Analytical Research and Development, Bristol Myers Squibb Company, 1 Squibb Drive, New Brunswick, NJ 08903, USA.
J Chromatogr A. 2011 Aug 12;1218(32):5456-69. doi: 10.1016/j.chroma.2011.06.026. Epub 2011 Jun 17.
The theoretical increase in performance from the use of high efficiency columns with conventional HPLC equipment is generally not observed due to the design limitations of such equipment, particularly with respect to extra-column dispersion (ECD). This study examines the impact of ECD from a Waters Alliance 2695 system on the performance of 2.7 μm HALO C(18) Fused-Core superficially porous particle columns of various dimensions. The Alliance system was re-configured in different ways to reduce extra-column volume (ECV) and the ECD determined in each case as a function of flow rate up to a maximum of 2 mL/min. The results obtained showed a progressive decrease in ECD as the ECV was reduced, irrespective of the flow rate employed. However, this decrease in ECD was less than theoretically expected for the lower ECV configurations. The inability to reduce the actual extra-column dispersion further was attributed to additional dispersion associated with the design/volume of the auto-injector. This was confirmed by making sample injections with a low dispersion manual injection valve, instead of auto-injection, for the two lowest ECV configurations studied. In each case, the measured and predicted ECD values were in good agreement. The auto-injector module is an integral part of the Alliance 2695 instrument and cannot be easily modified. However, even with autosampler injection, for a 3mm ID × 100 mm Fused-Core column approximately 70% of the maximum plate count (∼84% of the resolution or more) could still be obtained in isocratic separations for solutes with k ≥ ∼4.5 when using the lowest ECV configuration. This study also highlights some of the problems inherent in trying to measure accurately the true extra-column dispersion of a chromatographic system and compares the results obtained to those theoretically predicted. Using this same lowest volume instrument configuration, two real-world pharmaceutical methods were scaled to separations that are ∼3-3.5-fold faster, while still maintaining comparable data quality (resolution and signal-to-noise ratios).

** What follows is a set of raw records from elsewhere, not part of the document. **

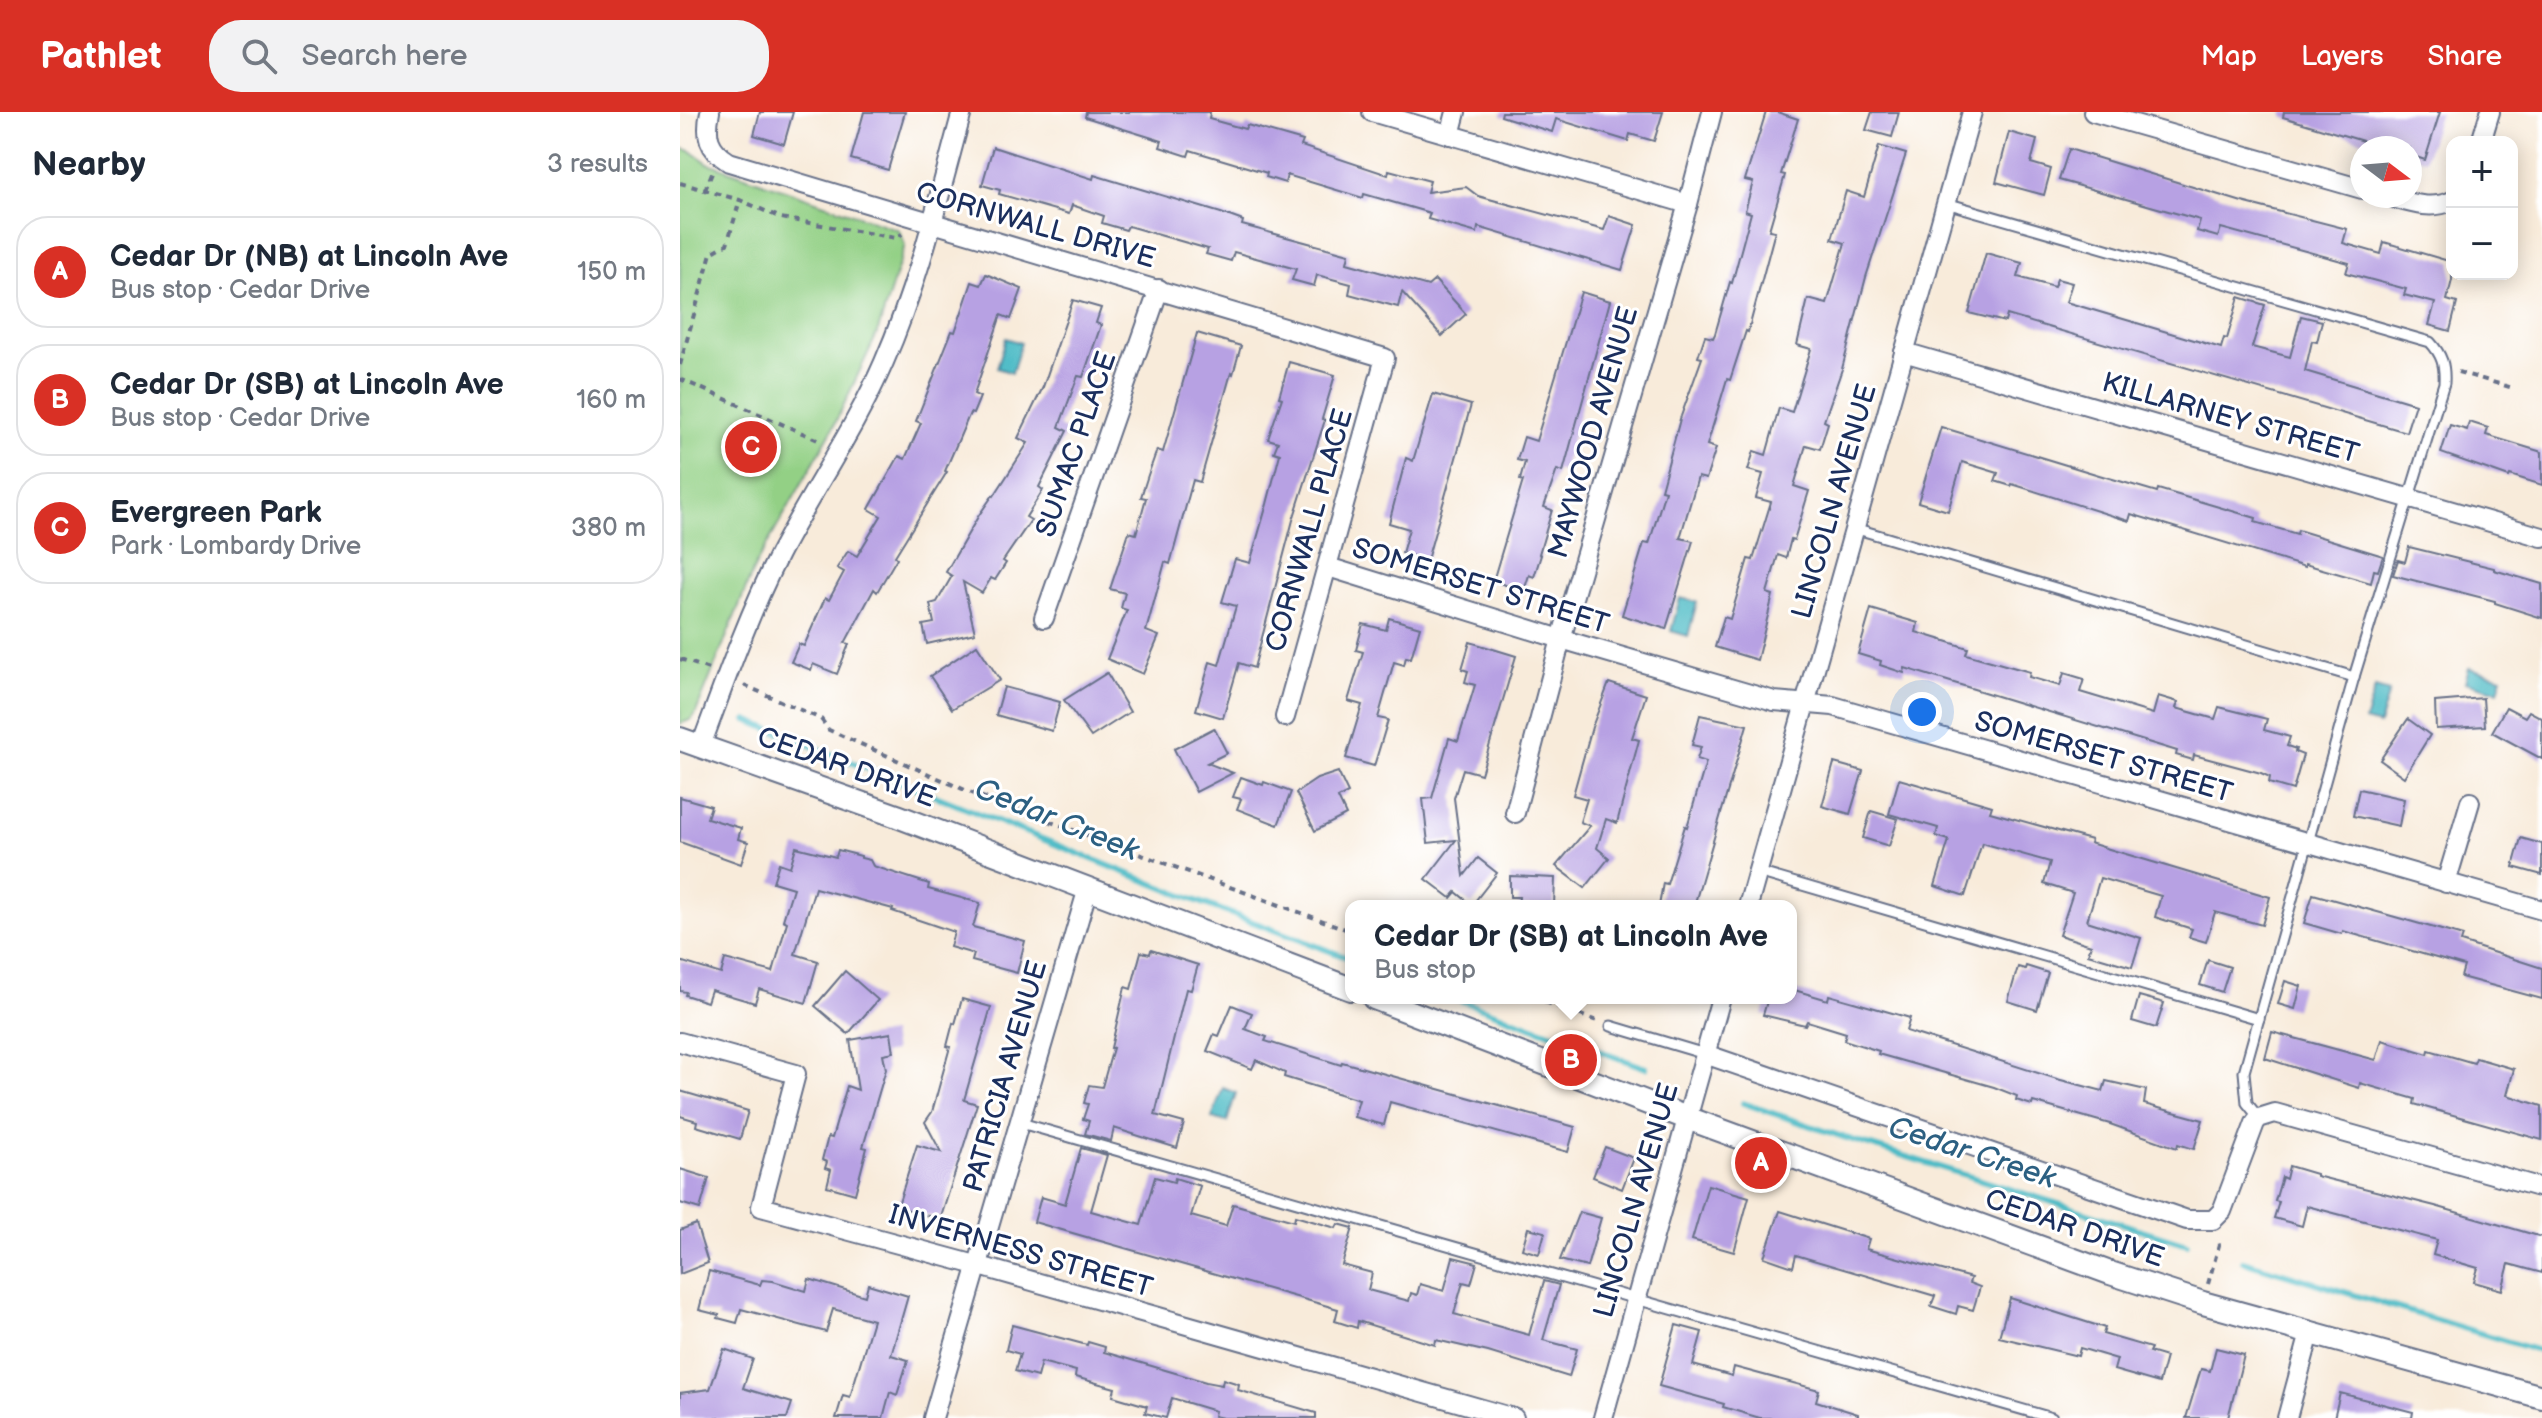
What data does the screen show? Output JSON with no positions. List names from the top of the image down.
{
  "streets": {
    "street": [
      "CORNWALL DRIVE",
      "KILLARNEY STREET",
      "MAYWOOD AVENUE",
      "SUMAC PLACE",
      "LINCOLN AVENUE",
      "CORNWALL PLACE",
      "SOMERSET STREET",
      "CEDAR DRIVE",
      "PATRICIA AVENUE",
      "INVERNESS STREET"
    ]
  },
  "crossings": [
    ["CORNWALL DRIVE", "SUMAC PLACE"],
    ["CORNWALL DRIVE", "CORNWALL PLACE"],
    ["KILLARNEY STREET", "LINCOLN AVENUE"],
    ["MAYWOOD AVENUE", "SOMERSET STREET"],
    ["LINCOLN AVENUE", "SOMERSET STREET"],
    ["LINCOLN AVENUE", "CEDAR DRIVE"],
    ["CORNWALL PLACE", "SOMERSET STREET"],
    ["CEDAR DRIVE", "PATRICIA AVENUE"],
    ["PATRICIA AVENUE", "INVERNESS STREET"]
  ],
  "water": ["Cedar Creek"],
  "north": "right",
  "page": {
    "header": "Pathlet",
    "search": "Search here",
    "nav": ["Map", "Layers", "Share"],
    "heading": ["Nearby", "3 results"],
    "map_buttons": ["+", "−"],
    "list": [
      {
        "mark": "A",
        "name": "Cedar Dr (NB) at Lincoln Ave",
        "note": "Bus stop · Cedar Drive",
        "value": "150 m"
      },
      {
        "mark": "B",
        "name": "Cedar Dr (SB) at Lincoln Ave",
        "note": "Bus stop · Cedar Drive",
        "value": "160 m"
      },
      {
        "mark": "C",
        "name": "Evergreen Park",
        "note": "Park · Lombardy Drive",
        "value": "380 m"
      }
    ],
    "pins": ["C", "B", "A"],
    "popup": ["Cedar Dr (SB) at Lincoln Ave", "Bus stop"]
  }
}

由于此类设备的设计限制,特别是柱外展宽(ECD),使用高效柱和传统 HPLC 设备通常无法观察到理论上的性能提高。本研究考察了 Waters Alliance 2695 系统的 ECD 对不同尺寸的 2.7μm HALO C(18) 熔融核表面多孔颗粒柱性能的影响。该 Alliance 系统以不同方式重新配置,以减小柱外体积(ECV),并在每种情况下确定 ECD 作为流速的函数,最高可达 2mL/min。结果表明,随着 ECV 的减小,ECD 逐渐减小,与所采用的流速无关。然而,对于较低的 ECV 配置,ECD 的减小量小于理论预期。无法进一步减小实际柱外展宽归因于与自动进样器的设计/体积相关的附加展宽。通过对于研究的两个最低 ECV 配置,使用低分散手动进样阀而不是自动进样来进行样品进样,从而证实了这一点。在每种情况下,测量和预测的 ECD 值非常吻合。自动进样器模块是 Alliance 2695 仪器的一个组成部分,不易修改。然而,即使使用自动进样器,对于 3mm ID×100mm Fused-Core 柱,当使用最低 ECV 配置时,对于 k≥∼4.5 的溶质,在等度分离中仍然可以获得大约 70%的最大板数(∼84%的分辨率或更高)。本研究还强调了在尝试准确测量色谱系统的真实柱外展宽时存在的一些问题,并将获得的结果与理论预测进行了比较。使用相同的最低体积仪器配置,将两种实际的药物方法扩展到分离速度提高了约 3-3.5 倍,同时仍保持可比的数据质量(分辨率和信噪比)。